**WHAT IS NEEDED**: Each record below is to be retyped exactly, with its pictures omitted.

**Items from a dataset**:

== == ==

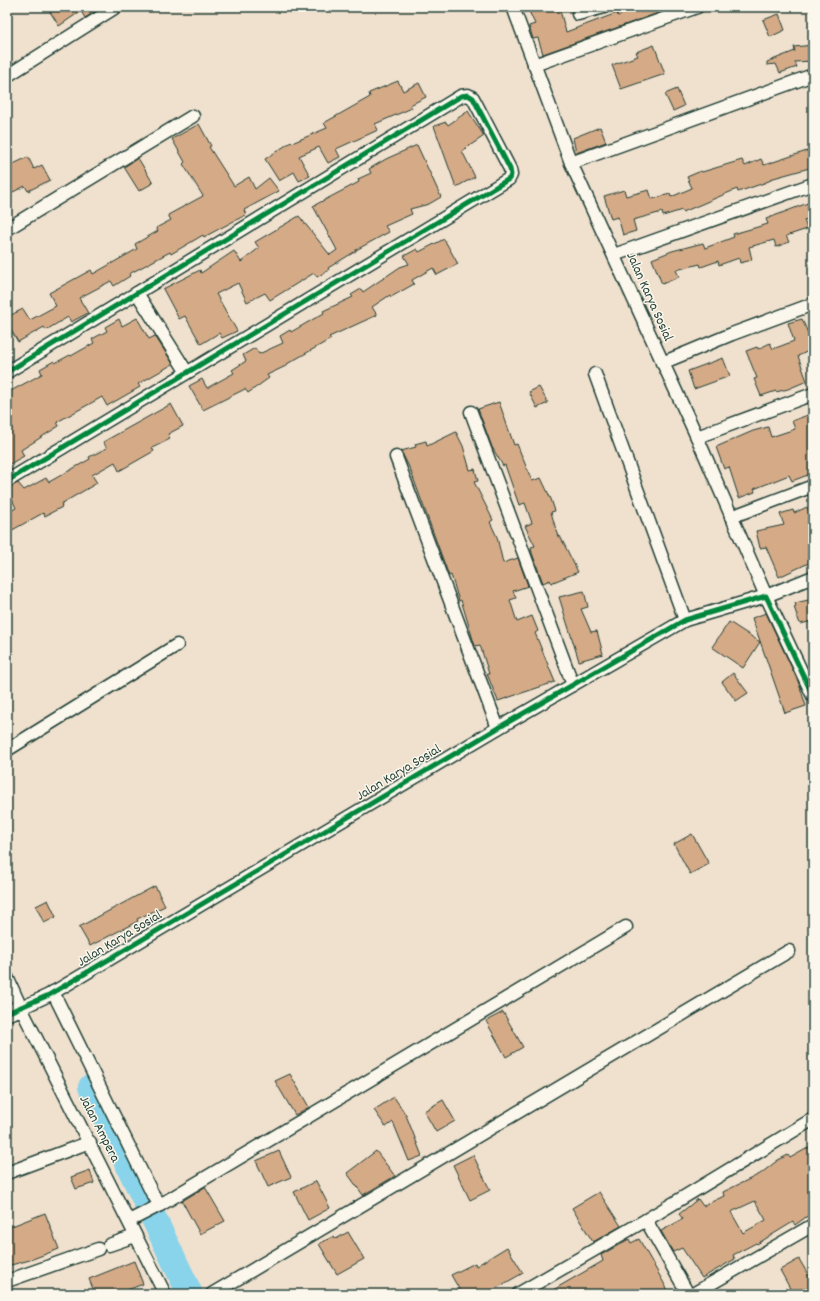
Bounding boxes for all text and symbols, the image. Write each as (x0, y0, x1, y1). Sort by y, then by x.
street label: Jalan Karya Sosial (620, 249, 678, 345)
street label: Jalan Karya Sosial (353, 739, 446, 806)
street label: Jalan Karya Sosial (74, 905, 167, 972)
street label: Jalan Ampera (74, 1092, 125, 1166)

== == ==

**ANSWER BELOW**:
Bounding boxes for all text and symbols, the image. Write each as (x0, y0, x1, y1). Sort by y, then by x.
street label: Jalan Karya Sosial (620, 249, 678, 345)
street label: Jalan Karya Sosial (353, 739, 446, 806)
street label: Jalan Karya Sosial (74, 905, 167, 972)
street label: Jalan Ampera (74, 1092, 125, 1166)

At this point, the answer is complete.